(MATERIAL FOR THE TASK)

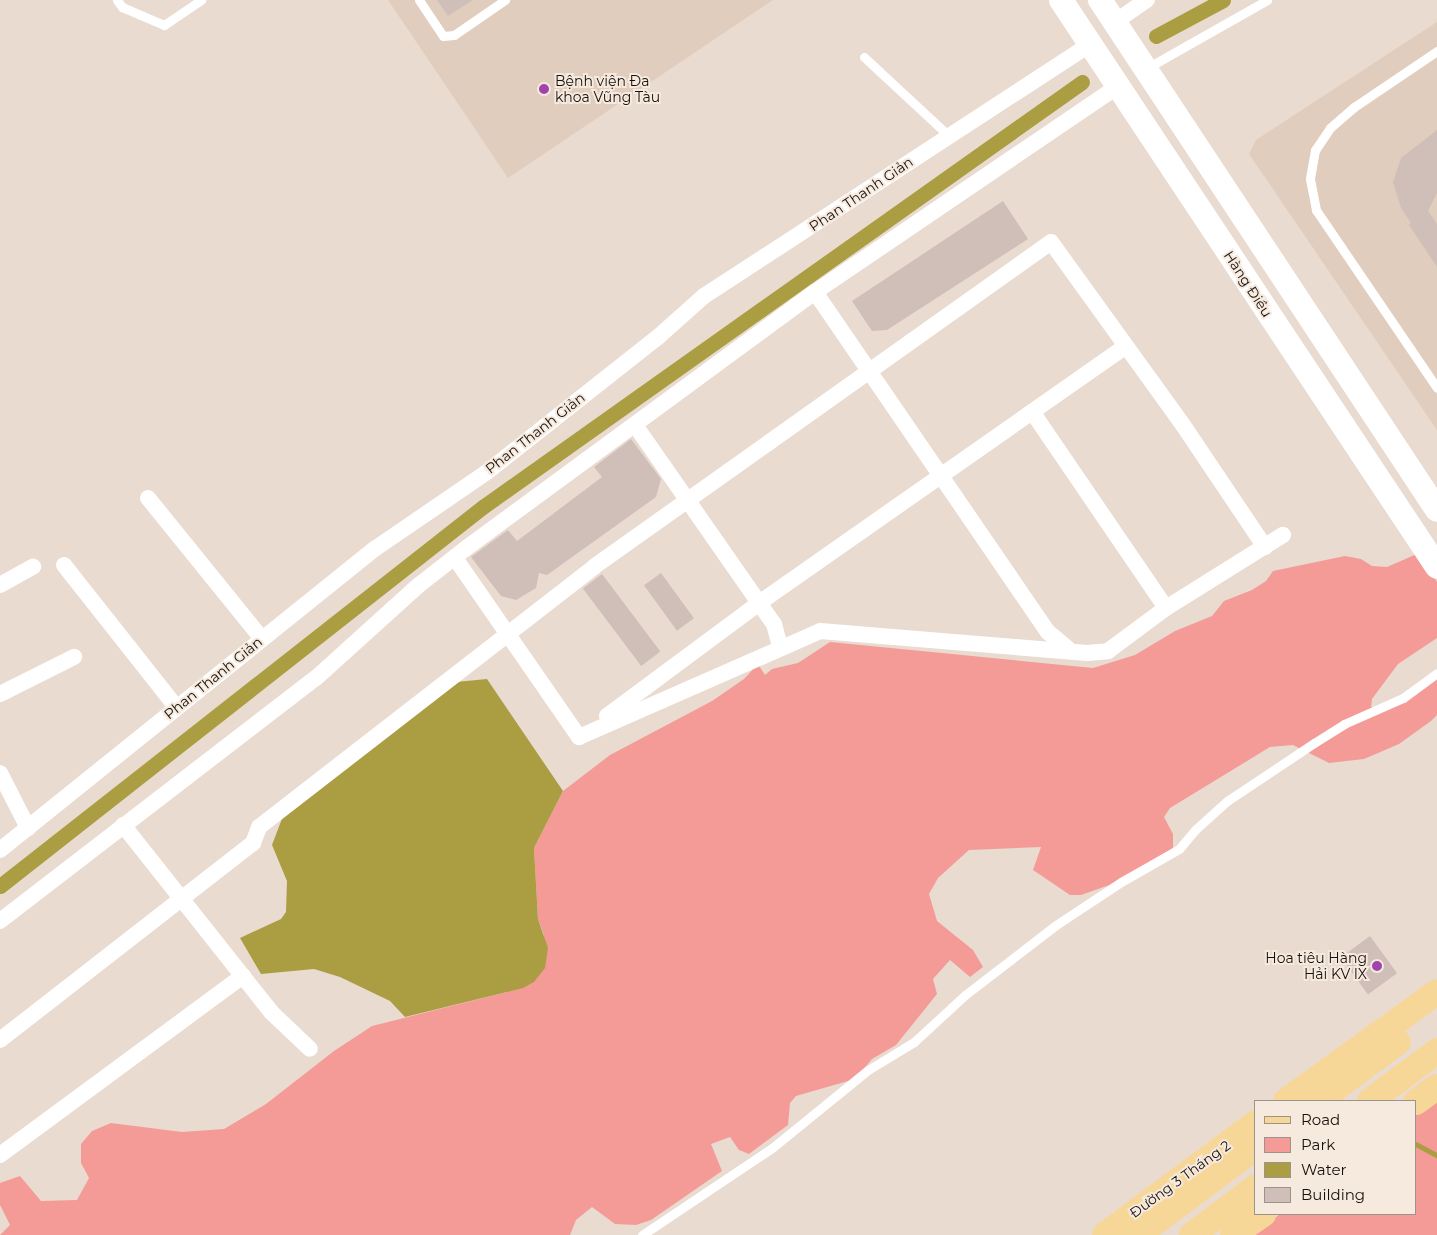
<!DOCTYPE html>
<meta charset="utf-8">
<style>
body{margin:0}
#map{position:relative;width:1437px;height:1235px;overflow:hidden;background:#e9dbd0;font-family:Montserrat,sans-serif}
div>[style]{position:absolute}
.built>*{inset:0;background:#e1cdbd}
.green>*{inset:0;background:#f49b98}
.water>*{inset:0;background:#ab9e42}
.stream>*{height:4.5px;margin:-2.25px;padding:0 2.25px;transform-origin:2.25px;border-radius:2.25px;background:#ab9e42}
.canal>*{height:15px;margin:-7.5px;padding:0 7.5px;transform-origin:7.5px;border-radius:7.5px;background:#ab9e42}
.building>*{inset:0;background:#d0bfb9;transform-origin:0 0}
.lane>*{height:9px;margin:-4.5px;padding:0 4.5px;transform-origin:4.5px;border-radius:4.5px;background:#fff}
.street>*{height:16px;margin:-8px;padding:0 8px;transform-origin:8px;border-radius:8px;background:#fff}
.secondary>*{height:24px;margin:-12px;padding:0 12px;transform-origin:12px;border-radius:12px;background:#fff}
.primary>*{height:26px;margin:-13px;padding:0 13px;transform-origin:13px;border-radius:13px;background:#f7d798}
.dots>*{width:14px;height:14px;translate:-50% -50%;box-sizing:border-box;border:2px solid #f6e9dd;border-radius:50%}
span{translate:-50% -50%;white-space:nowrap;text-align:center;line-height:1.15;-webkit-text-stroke:4px #f6e9dd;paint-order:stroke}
.poi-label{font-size:14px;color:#16110d}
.left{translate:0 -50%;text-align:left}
.right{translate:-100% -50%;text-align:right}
.street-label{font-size:14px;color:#16110d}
.legend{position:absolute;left:1254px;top:1100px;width:162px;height:115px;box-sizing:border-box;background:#f6e9dd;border:1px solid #9c938a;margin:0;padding:6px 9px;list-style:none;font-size:15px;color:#16110d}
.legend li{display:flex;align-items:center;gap:10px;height:25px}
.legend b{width:25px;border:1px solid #9c938a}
</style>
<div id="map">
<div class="built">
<div style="clip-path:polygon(388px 0,773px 0,508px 178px)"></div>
<div style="clip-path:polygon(1437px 22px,1437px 430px,1249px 154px,1256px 140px)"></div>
</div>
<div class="green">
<div style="clip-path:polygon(1419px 553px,1437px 582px,1437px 638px,1398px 664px,1372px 699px,1371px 707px,1383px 711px,1437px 672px,1437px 715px,1431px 721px,1399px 744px,1364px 759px,1329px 763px,1293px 745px,1270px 747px,1170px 808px,1164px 817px,1173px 834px,1173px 848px,1115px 883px,1081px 895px,1070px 895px,1033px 870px,1041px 847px,969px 850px,938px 878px,929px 894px,937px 921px,973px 950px,983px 967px,970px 977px,950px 960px,933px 979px,937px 994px,896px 1045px,872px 1059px,855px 1079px,796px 1096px,790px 1103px,788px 1125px,749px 1154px,739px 1150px,730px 1137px,711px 1144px,722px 1171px,651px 1220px,636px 1225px,615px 1224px,592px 1207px,576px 1220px,570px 1235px,0 1235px,10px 1225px,0 1205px,0 1183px,20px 1176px,41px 1201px,77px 1200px,89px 1178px,81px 1163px,81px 1144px,92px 1131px,111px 1123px,182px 1132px,224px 1129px,266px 1104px,334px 1051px,372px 1026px,507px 992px,544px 935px,538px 919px,534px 848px,563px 791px,610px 755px,712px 701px,744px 679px,758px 664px,765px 675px,772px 669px,798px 663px,830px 642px,1093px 668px,1135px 655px,1175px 631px,1212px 616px,1224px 601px,1252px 590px,1266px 581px,1273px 571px,1345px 556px,1361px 559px,1372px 566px,1387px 567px)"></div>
<div style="clip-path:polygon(1437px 1099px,1437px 1235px,1252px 1235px,1280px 1214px,1416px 1214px,1416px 1114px)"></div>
</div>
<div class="water">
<div style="clip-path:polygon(487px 679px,563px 791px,534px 848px,538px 919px,548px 948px,545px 968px,534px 982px,523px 988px,405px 1017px,390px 1001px,340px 977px,314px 969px,261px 974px,240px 938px,281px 919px,286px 912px,287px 881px,272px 845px,283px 816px,456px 682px)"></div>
</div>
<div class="stream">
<div style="left:1416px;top:1144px;width:24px;rotate:28deg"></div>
</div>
<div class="canal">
<div style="left:1156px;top:36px;width:76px;rotate:-28.2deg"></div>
<div style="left:0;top:886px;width:615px;rotate:-38.14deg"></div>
<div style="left:484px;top:506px;width:733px;rotate:-35.34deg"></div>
</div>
<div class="building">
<div style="clip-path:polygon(437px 0,473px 0,448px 16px)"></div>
<div style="clip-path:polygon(1437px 130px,1437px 193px,1428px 211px,1437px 224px,1437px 267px,1409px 225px,1411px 223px,1401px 208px,1393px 182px,1401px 158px)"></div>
<div style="clip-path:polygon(1003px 201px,1028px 239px,887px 330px,872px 331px,852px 301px)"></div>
<div style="clip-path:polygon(631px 439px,661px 479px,656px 497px,547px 575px,539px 573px,536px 588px,516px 600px,501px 596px,471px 557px,508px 530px,517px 541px,602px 477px,594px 467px)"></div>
<div style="left:661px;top:573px;width:56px;height:21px;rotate:54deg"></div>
<div style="left:602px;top:574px;width:97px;height:24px;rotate:53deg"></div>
<div style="left:1370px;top:936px;width:46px;height:36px;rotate:54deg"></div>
</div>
<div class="lane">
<div style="left:117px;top:0;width:9px;rotate:54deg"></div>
<div style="left:122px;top:7px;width:46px;rotate:23.2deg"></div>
<div style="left:164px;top:25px;width:45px;rotate:-34deg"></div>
<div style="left:419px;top:0;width:43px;rotate:56.3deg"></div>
<div style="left:443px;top:36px;width:11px;rotate:-5deg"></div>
<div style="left:454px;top:35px;width:62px;rotate:-34.5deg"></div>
<div style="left:1437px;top:51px;width:100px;rotate:146deg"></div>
<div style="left:1354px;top:107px;width:32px;rotate:139deg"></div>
<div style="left:1330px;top:128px;width:27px;rotate:124deg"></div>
<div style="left:1315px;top:150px;width:29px;rotate:100deg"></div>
<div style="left:1310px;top:179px;width:32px;rotate:79deg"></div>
<div style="left:1316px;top:210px;width:215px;rotate:55.8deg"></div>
<div style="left:864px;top:57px;width:115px;rotate:42.9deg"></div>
<div style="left:1147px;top:68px;width:138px;rotate:-29.5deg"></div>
<div style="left:642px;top:1235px;width:156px;rotate:-33.8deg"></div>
<div style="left:772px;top:1148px;width:124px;rotate:-39.1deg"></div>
<div style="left:868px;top:1070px;width:54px;rotate:-31.3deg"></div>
<div style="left:914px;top:1042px;width:69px;rotate:-42.7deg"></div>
<div style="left:965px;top:995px;width:115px;rotate:-37.6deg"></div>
<div style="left:1056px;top:925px;width:78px;rotate:-33.5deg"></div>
<div style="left:1121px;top:882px;width:67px;rotate:-29.6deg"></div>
<div style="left:1179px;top:849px;width:26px;rotate:-50deg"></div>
<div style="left:1196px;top:829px;width:42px;rotate:-42.1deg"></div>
<div style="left:1227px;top:801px;width:105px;rotate:-33.7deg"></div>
<div style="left:1314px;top:743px;width:36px;rotate:-32deg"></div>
<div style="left:1344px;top:724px;width:64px;rotate:-23.8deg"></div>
<div style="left:1403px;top:698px;width:42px;rotate:-36.3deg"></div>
</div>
<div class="street">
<div style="left:1115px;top:22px;width:39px;rotate:-35deg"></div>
<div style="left:815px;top:292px;width:412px;rotate:55.6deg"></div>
<div style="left:1048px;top:632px;width:26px;rotate:40deg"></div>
<div style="left:1033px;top:413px;width:236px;rotate:55.7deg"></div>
<div style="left:635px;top:425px;width:243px;rotate:55.1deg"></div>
<div style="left:774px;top:624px;width:24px;rotate:75deg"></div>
<div style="left:148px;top:498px;width:181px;rotate:51deg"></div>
<div style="left:455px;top:558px;width:218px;rotate:55.3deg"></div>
<div style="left:64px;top:565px;width:181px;rotate:51.7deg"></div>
<div style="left:0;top:585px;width:38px;rotate:-29deg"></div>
<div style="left:0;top:694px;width:83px;rotate:-26.6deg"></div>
<div style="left:607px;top:716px;width:189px;rotate:-36.6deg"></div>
<div style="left:759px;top:603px;width:447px;rotate:-35deg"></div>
<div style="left:579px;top:737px;width:263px;rotate:-23.7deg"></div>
<div style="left:820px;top:631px;width:268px;rotate:4.7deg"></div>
<div style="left:1087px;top:653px;width:21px;rotate:-5deg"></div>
<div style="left:1108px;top:651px;width:72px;rotate:-36.6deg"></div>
<div style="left:1166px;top:608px;width:138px;rotate:-32deg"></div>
<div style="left:0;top:773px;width:62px;rotate:63deg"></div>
<div style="left:123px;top:825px;width:240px;rotate:51.6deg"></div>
<div style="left:272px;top:1013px;width:52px;rotate:43.5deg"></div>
<div style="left:0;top:850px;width:482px;rotate:-38.8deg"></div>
<div style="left:376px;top:548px;width:135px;rotate:-34.4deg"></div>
<div style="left:487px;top:472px;width:218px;rotate:-38.3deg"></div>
<div style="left:658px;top:337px;width:62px;rotate:-41.7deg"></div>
<div style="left:704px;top:296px;width:461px;rotate:-33.1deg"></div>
<div style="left:0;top:921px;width:399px;rotate:-37.6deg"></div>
<div style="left:316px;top:678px;width:139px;rotate:-42.1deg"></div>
<div style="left:419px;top:585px;width:58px;rotate:-38deg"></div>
<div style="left:465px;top:549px;width:434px;rotate:-36.3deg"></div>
<div style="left:815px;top:292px;width:366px;rotate:-34.2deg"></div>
<div style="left:0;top:1040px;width:321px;rotate:-37.9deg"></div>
<div style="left:253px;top:843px;width:17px;rotate:-69deg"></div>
<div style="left:259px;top:827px;width:425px;rotate:-37.8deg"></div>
<div style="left:595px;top:566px;width:559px;rotate:-35.39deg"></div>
<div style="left:1051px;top:242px;width:226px;rotate:54.2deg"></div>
<div style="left:1183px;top:425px;width:147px;rotate:56.1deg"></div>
<div style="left:0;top:1155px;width:302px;rotate:-36.4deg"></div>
</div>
<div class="secondary">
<div style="left:1061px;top:0;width:680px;rotate:56.45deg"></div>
<div style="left:1100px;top:0;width:611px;rotate:56.54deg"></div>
</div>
<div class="primary">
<div style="left:1286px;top:1101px;width:186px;rotate:-35.8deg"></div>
<div style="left:1318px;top:1101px;width:99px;rotate:-36.4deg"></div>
<div style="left:1370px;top:1101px;width:84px;rotate:-36.7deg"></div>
<div style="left:1416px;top:1102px;width:26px;rotate:-36deg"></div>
<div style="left:1105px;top:1235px;width:188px;rotate:-36.6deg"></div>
<div style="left:1138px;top:1235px;width:147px;rotate:-36.7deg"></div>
<div style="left:1192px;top:1235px;width:80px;rotate:-36.9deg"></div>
<div style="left:1233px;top:1235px;width:37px;rotate:-35deg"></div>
</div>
<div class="dots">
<div style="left:544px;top:89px;background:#a143ac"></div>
<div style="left:1377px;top:966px;background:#a143ac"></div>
</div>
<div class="poi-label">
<span class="left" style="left:555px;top:89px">Bệnh viện Đa<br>khoa Vũng Tàu</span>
<span class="right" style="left:1367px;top:966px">Hoa tiêu Hàng<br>Hải KV IX</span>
</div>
<div class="street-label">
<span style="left:861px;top:194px;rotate:-34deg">Phan Thanh Giản</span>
<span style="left:1248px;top:284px;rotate:57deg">Hàng Điều</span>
<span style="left:535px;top:433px;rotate:-38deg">Phan Thanh Giản</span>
<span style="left:213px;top:678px;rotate:-39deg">Phan Thanh Giản</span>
<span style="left:1180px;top:1179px;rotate:-36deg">Đường 3 Tháng 2</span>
</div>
<ul class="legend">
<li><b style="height:6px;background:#f7d798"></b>Road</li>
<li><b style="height:14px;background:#f49b98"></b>Park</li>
<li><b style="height:14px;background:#ab9e42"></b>Water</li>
<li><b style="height:14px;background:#d0bfb9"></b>Building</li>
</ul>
</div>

(End MATERIAL FOR THE TASK)

> _EXERCISE DETAILS_:
The string "stream" may occur in the listing; show every line where it does.

> _SOLUTION FOR THIS PROBLEM_:
.stream>*{height:4.5px;margin:-2.25px;padding:0 2.25px;transform-origin:2.25px;border-radius:2.25px;background:#ab9e42}
<div class="stream">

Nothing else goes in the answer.